Warga Petamburan Tuntut Wakil Menteri Dihilangkan

Tim detikcom - detikNews
Rabu, 27 Nov 2019 22:10 WIB
Ilustrasi Presiden Jokowi dan para wamen. (Rengga Sancaya/detikcom)
Jakarta - Bayu Segara menggugat. Warga Kelurahan Petamburan, Kecamatan Tanah Abang, Jakarta Pusat, ini tidak terima dengan eksistensi wakil menteri karena dirasanya melanggar konstitusi dan memboroskan duit rakyat.

Bayu melangkah ke Mahkamah Konstitusi (MK), mengajukan gugatan terhadap Pasal 10 UU Nomor 39 Tahun 2008 tentang Kementerian Negara. Berikut ini bunyi 'pasal wamen' yang digugat Bayu.

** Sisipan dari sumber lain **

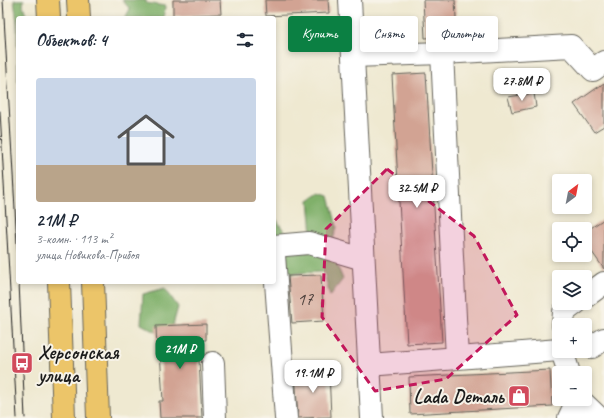 <!DOCTYPE html>
<html lang="ru">
<meta charset="utf-8">
<style>
body{margin:0;font-family:Caveat,sans-serif;background:#f2f2f3;color:#1f2937;height:100vh;display:flex;flex-direction:column;font-size:15px;white-space:nowrap}
*{box-sizing:border-box;margin:0}
p{font-size:13px;color:#747a83}
.icon{flex:none;width:22px;height:22px;fill:none;stroke:currentColor;stroke-width:2;stroke-linecap:round;stroke-linejoin:round}
.map{position:relative;flex:1;overflow:hidden}
.details{position:absolute;left:16px;top:16px;width:260px;height:268px;display:flex;flex-direction:column;background:#fff;border-radius:4px;box-shadow:0 2px 6px #0003}
.details>*{flex:none}
.banner{position:absolute;left:288px;top:16px;width:256px;height:36px;display:flex;gap:8px}
.needle{width:26px;rotate:32deg}
.fabs{position:absolute;left:552px;top:174px;display:grid;gap:8px}
.fabs a{display:grid;place-items:center;width:40px;height:40px;border-radius:4px;background:#fff;box-shadow:0 2px 6px #0003;font-size:20px}
.price{position:absolute;translate:-50% -34px;padding:0 9px;border-radius:8px;background:#fff;color:#222;font-size:13px;line-height:26px;filter:drop-shadow(0 1px 2px #0008)}
.price::after{content:'';position:absolute;left:50%;top:24px;width:12px;height:9px;margin-left:-6px;background:inherit;clip-path:polygon(0 0,100% 0,50% 100%)}
.price.on{background:#0b8043;color:#fff}
ul{padding:0;list-style:none}
li{display:grid;align-content:center;gap:8px;height:212px;padding:0 20px}
li+li{border-top:1px solid #e0e1e3}
li span{display:grid;place-items:center;height:124px;border-radius:4px;color:#555}
li>.icon{margin-inline-start:auto}
span .icon{width:72px;height:72px;fill:#fffc;stroke-width:1}
li b{font-size:17px}
h2{display:flex;justify-content:space-between;align-items:center;height:48px;padding:0 20px;font-size:17px}
.pill{padding:0 14px;border-radius:4px;background:#fff;box-shadow:0 2px 6px #0003;font-size:14px;line-height:36px}
.pill.on{background:#0b8043;color:#fff}
.map>svg:first-child{display:block}
.forest{fill:#80b06b;stroke:#4e6644}
.building{fill:#d2a393}
.lines{fill:none;stroke-linecap:round;stroke-linejoin:round}
.minor-casing{stroke:#66645b;stroke-width:24}
.major-casing{stroke:#66645b;stroke-width:24}
.minor{stroke:#fff;stroke-width:22}
.major{stroke:#ecc569;stroke-width:22}
.tram{stroke:#1c1c1c;stroke-width:1}
.marked{fill:#c2185b;fill-opacity:0.2;stroke:#c2185b;stroke-width:3;stroke-dasharray:8 5;stroke-linejoin:round}
.labels{text-anchor:middle;stroke-width:4;stroke-linejoin:round;paint-order:stroke}
.number-label{font-size:18px;fill:#4a3e3a}
.poi-label{font-size:20px;font-weight:bold;fill:#1c1c1c;stroke:#f7f3e8;text-anchor:start}
</style>
<div class="map">
<svg width="604" height="418" viewBox="0 0 604 418">
<rect width="100%" height="100%" fill="#f7f3e8"/>
<filter id="ink" filterUnits="userSpaceOnUse"><feTurbulence type="fractalNoise" baseFrequency=".025" numOctaves="2"/><feDisplacementMap in="SourceGraphic" scale="8" xChannelSelector="R" yChannelSelector="G"/><feConvolveMatrix kernelMatrix="1 2 1 2 8 2 1 2 1" color-interpolation-filters="sRGB"/></filter>
<filter id="wash" filterUnits="userSpaceOnUse"><feTurbulence type="fractalNoise" baseFrequency=".012" numOctaves="4" result="noise"/><feDisplacementMap in="SourceGraphic" scale="16" xChannelSelector="R" yChannelSelector="G"/><feGaussianBlur stdDeviation="0.9" result="paint"/><feColorMatrix in="noise" values="0 0 0 0 0 0 0 0 0 0 0 0 0 0 0 0 0 1.4 0 .05"/><feComposite in="paint" operator="in"/></filter>
<g filter="url(#wash)">
<rect width="100%" height="100%" fill="#efe9d1"/>
<g class="forest">
<path d="M14,0H24L23,5L27,18H18V82L17,23Z"/>
<path d="M122,0H146V3L165,6L164,18H125L130,9Z"/>
<path d="M320,193L329,196L337,227L330,249L343,279L330,296L324,272L299,273L274,277V216L294,246L313,245L309,200Z"/>
<path d="M165,288L178,307L173,325L156,332L141,324L143,294Z"/>
</g>
<g id="blocks">
<g class="building">
<path d="M173,0H220L221,14L173,16Z"/>
<path d="M265,0H328L329,13L266,16Z"/>
<path d="M423,0H455L457,36L425,38Z"/>
<path d="M426,73L442,342L407,344L392,75Z"/>
<path d="M604,83V126L594,132L574,104Z"/>
<path d="M534,93L536,107L512,112L508,97Z"/>
<path d="M604,219V269L585,242V232Z"/>
<path d="M321,275L324,321L292,323L288,276Z"/>
<path d="M206,324V340H198L202,418H160L159,401H163L160,351H157L156,326Z"/>
<path d="M550,370L552,406L410,414L409,377Z"/>
<path d="M329,371L331,417L298,418L295,372Z"/>
</g>
</g>
</g>
<g filter="url(#ink)">
<use href="#blocks" fill-opacity="0" stroke="#66645b" stroke-width="1"/>
<g class="lines">
<g class="minor-casing">
<g id="minor">
<path d="M350,0L372,418"/>
<path d="M442,53L457,358"/>
<path d="M353,56L442,53L571,46L593,70L604,62"/>
<path d="M274,246L309,243L363,259"/>
<path d="M274,255L286,418"/>
<path d="M585,297L604,283"/>
<path d="M563,325L564,312L576,303"/>
<path d="M592,347L604,339"/>
<path d="M562,351L569,373"/>
<path d="M213,363L215,418"/>
<path d="M369,365L559,350"/>
<path d="M579,399L599,418"/>
<path d="M569,418L578,399"/>
</g>
</g>
<g class="major-casing">
<g id="major">
<path d="M48,0L49,18"/>
<path d="M78,0L79,18"/>
<path d="M59,282L64,418"/>
<path d="M93,282L98,418"/>
</g>
</g>
<use href="#minor" class="minor"/>
<use href="#major" class="major"/>
<g class="tram">
<path d="M3,0L18,261"/>
<path d="M0,111L17,418"/>
<path d="M19,282L25,418"/>
</g>
</g>
</g>
<path class="marked" d="M387,169L474,236L517,315L446,379L375,391L322,317L326,229Z"/>
<defs>
<g id="bus-square" transform="scale(1.15)"><rect x="-9" y="-9" width="18" height="18" rx="4" fill="#d1495b" stroke="#f7f3e8"/><path d="M-5-6H5V4H4V6H2V4H-2V6H-4V4H-5ZM-3.5-4V0h7V-4ZM-3.5 1.2v1.5H-2V1.2ZM2 1.2v1.5H3.5V1.2Z" fill="#fff"/></g>
<g id="shop-square" transform="scale(1.15)"><rect x="-9" y="-9" width="18" height="18" rx="4" fill="#d1495b" stroke="#f7f3e8"/><path d="M-5-2.5h2.3a2.7 3.5 0 0 1 5.4 0H5L5.5 6h-11ZM-1.5-2.5h3a1.5 2.3 0 0 0-3 0Z" fill="#fff"/></g>
</defs>
<g fill-rule="evenodd">
<use href="#bus-square" x="22" y="363"/>
<use href="#shop-square" x="519" y="396"/>
</g>
<g class="labels">
<g class="number-label">
<text x="305" y="305">17</text>
</g>
<g class="poi-label">
<text x="38" y="359">Херсонская<tspan x="38" dy="23">улица</tspan></text>
<text x="504" y="403" text-anchor="end">Lada Dеталь</text>
</g>
</g>
</svg>
<div class="fabs">
<a><svg class="needle" viewBox="-14 -14 28 28"><path d="M0-13l5 13h-10z" fill="#e53935"/><path d="M0 13l5-13h-10z" fill="#747a83"/></svg></a>
<a><svg class="icon" aria-label="locate" viewBox="0 0 24 24"><circle cx="12" cy="12" r="6"/><path d="M12 2v4M12 18v4M2 12h4M18 12h4"/></svg></a>
<a><svg class="icon" aria-label="layers" viewBox="0 0 24 24"><path d="M12 4l9 5-9 5-9-5zM3 14l9 5 9-5"/></svg></a>
<a>+</a>
<a>−</a>
</div>
<b class="price" style="left:522px;top:102px">27.8M ₽</b>
<b class="price" style="left:417px;top:209px">32.5M ₽</b>
<b class="price on" style="left:180px;top:370px">21M ₽</b>
<b class="price" style="left:313px;top:394px">19.1M ₽</b>
<div class="banner">
<a class="pill on">Купить</a>
<a class="pill">Снять</a>
<a class="pill">Фильтры</a>
</div>
<section class="details">
<h2>Объектов: 4<svg class="icon" aria-label="filters" viewBox="0 0 24 24"><path d="M4 7h16M4 17h16"/><circle cx="9" cy="7" r="2"/><circle cx="15" cy="17" r="2"/></svg></h2>
<ul>
<li><span style="background:linear-gradient(#c9d6e8 70%,#b9a48a 0)"><svg class="icon" aria-label="home" viewBox="0 0 24 24"><path d="M3 11l9-7 9 7M6 9v11h12V9"/></svg></span><div><b>21M ₽</b><p>3-комн. · 113 m²</p><p>улица Новикова-Прибоя</p></div></li>
</ul>
</section>
</div>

"Dalam hal terdapat beban kerja yang membutuhkan penanganan secara khusus, Presiden dapat mengangkat Wakil Menteri pada kementerian tertentu."


Pasal 10 di atas dinilainya bertentangan dengan UUD Negara Republik Indonesia 1945. Menurut Bayu, tugas Wakil Menteri sesungguhnya merupakan tugas yang telah dan dapat dijalankan oleh pejabat yang ada dalam struktur organisasi kementerian. Seharusnya Wakil Menteri diatur dalam UU tersendiri. Dengan tidak diatur dalam UU tersendiri, posisi Wamen dapat menimbulkan kesewenang-wenangan.

"Karena memberikan kewenangan kepada Wakil Menteri tanpa melibatkan DPR sebagai representasi wakil rakyat. Hal ini tentunya bertentangan dengan prinsip negara hukum sebagaimana diamanatkan pada Pasal 1 ayat 3 UUD 1945," ujar Bayu, tertuang dalam permohonan sebagaimana dilansir website Mahkamah Konstitusi (MK), Rabu (27/11/2019).